The mission was planned.
The count down began. Weather forecasts (notoriously fickle) were checked. The last week was counted down, then the days where counted down to the last day, finally the last hours, minutes and seconds where counted, till their departure for the reefs. Arriving at the parking lot, everything appeared perfect. The sun had already set its sights on the home straight for the day, diving towards Table Mountain, and the western horizon for its daily, night’s trip to the other side of the globe.
The weather played its part, the southeasterly wind started to drop after blowing for a couple of days. The warmer surface water of the open ocean was pushed right up to the shore. Apart from attracting the fish, and the sharks that follow the fish, the 4 hours, standing on the reefs, waiting for a shark to show itself, are also a bit more pleasant, with water that is 2 to 3 degrees warmer than usual.
Rods were rigged with nervous anticipation. Would today be the day? Would they finally be able to hook a shark, fight it and land it? Would they finally be able to say “Mission Accomplished?”
They started the walk.
Past the last parking bays. 30 meters of sandy beach, to the first rocks. With high tide nearing its peak in about 2 hours, only the last bit of reef was fighting the tide to stay above water. Gingerly they stepped into the water. With no wet suits, getting wet up to the belly button is the worst of the wet wading, on the reefs. With a very testing section, when you reach a specific part, unique to the male anatomy, is reached.
They traversed the reef that runs diagonally into the sea. Wading out, through every gully and outcrop, their anticipation grew, as the distance between them and the land increased. 100 meters, 150 meters, 200 meters, 220 meters into the sea. They reached their favorite ridge on the reef. Water visibility was good—“spotting the sharks will be easy today”, they commented. With a gully in front of them and a secondary one behind them, they have almost double the chance of spotting a shark. Then its sight casting to the shark and, hopefully, the shark taking the fly.
Astronauts have a definite count down
to lift off, but standing on a reef for 4 hours waiting for passing sharks, counting down those 4 hours can feel like eternity. The ocean is a massive area, not as large as space, but to find a Black Spot Gully shark or a Smooth hound shark, can be like looking for a non existing, Halley’s comet in the Milky Way. To increase the chances of seeing the sharks, Jimmy and Jacques, throw a handful of chopped mullet into the current every 15 minutes. This creates a chum slick that sharks pick up and follow, hopefully passing close enough to be spotted and cast to.
It is amazing how the fishing gods, sometimes keep on stacking the odds against one, depriving fishermen of their blessings.

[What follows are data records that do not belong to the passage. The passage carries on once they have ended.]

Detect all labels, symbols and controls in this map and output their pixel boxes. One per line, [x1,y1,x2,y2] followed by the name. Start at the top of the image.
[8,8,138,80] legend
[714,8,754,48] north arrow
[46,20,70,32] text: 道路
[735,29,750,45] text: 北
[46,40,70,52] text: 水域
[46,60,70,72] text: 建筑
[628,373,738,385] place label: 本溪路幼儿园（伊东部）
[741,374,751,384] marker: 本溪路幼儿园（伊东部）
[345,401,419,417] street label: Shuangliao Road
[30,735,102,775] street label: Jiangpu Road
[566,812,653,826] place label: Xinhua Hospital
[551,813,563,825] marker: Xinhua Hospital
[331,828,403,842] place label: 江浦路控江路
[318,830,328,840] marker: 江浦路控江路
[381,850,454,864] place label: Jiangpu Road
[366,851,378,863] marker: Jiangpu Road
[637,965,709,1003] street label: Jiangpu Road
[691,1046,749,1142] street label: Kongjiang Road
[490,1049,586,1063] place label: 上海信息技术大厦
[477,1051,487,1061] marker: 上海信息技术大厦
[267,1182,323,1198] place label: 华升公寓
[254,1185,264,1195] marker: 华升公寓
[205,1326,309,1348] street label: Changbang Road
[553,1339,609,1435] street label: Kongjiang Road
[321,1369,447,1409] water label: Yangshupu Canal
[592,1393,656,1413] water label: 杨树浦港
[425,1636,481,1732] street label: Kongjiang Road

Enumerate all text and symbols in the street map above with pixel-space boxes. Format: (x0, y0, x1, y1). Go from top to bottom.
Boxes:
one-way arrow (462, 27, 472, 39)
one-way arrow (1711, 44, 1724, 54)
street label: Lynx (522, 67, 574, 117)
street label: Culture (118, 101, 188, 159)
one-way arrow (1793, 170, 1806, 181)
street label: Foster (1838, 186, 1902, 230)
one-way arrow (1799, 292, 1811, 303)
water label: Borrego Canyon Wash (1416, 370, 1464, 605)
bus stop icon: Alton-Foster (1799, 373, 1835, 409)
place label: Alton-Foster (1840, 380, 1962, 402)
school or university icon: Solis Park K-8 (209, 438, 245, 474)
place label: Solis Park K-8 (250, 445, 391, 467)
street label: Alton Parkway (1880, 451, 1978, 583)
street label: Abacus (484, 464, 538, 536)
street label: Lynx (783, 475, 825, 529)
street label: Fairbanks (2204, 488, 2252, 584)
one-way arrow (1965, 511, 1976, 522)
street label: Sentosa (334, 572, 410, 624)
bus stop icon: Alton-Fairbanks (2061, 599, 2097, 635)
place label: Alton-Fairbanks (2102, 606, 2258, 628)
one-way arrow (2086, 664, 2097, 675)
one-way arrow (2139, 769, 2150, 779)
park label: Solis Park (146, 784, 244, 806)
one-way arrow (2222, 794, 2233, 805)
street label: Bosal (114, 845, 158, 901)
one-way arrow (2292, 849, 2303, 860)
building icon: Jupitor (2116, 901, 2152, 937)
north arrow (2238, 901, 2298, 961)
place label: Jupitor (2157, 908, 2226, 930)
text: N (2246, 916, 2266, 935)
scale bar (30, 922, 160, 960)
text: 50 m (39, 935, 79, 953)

Other times, it feels if they bestow your whole life’s fishing blessings on you in a single trip.
Standing on the reef, half a fly line stripped off, fly in the hand, Jimmy and Jacques were not sure how many blessings, if any, will be bestowed on them that day as their eyes pierced through the surface glare into the gullies below them. With the tide pushing and sun aiming for the horizon, the first Smooth Hound shark appeared. Before they could load the rod, it was gone. Maybe the fishing gods where smiling on them, they joked. Or was the joke on them. Then a second shark appeared. They were ready. A half a back cast and then the forward cast. The fly landed 2 meters in front of the shark. Almost too far, it sank gently to the depth of the shark. From previous hookups they knew the gentlest of retrieves, with the natural wave action providing enough movement in the fly, was all that was needed to catch the shark’s eye. The shark veered slightly to the side. It sucked in the fly. Feeding line thru the guides, as the shark swam off with the fly, they knew to let it swim away with the fly until all the slack is taken up. With all the slack taken up and the rod level with the water, the hook is set the hook with as much power that a stiff, 8 foot, #14 or #15 rod can offer.
As the ignition switch is flipped
on a rocket and the fuel ignites, the fight between gravity and the rocket starts. The rocket fighting gravity for every centimeter of distance it wants to put between the he earth and space. Similarly, the setting of the hook ignites the fight between the shark and the fly fisher. With drag on the reel set at maximum, the shark explodes away, fighting for every centimeter it wants to put between the fly fisher and itself.
With the drag set at maximum
, the extreme fly fisherman, standing belly button deep in the water, 200 meters from the shore, and a seriously irritated shark at the other end of the fly line, things can get hectic.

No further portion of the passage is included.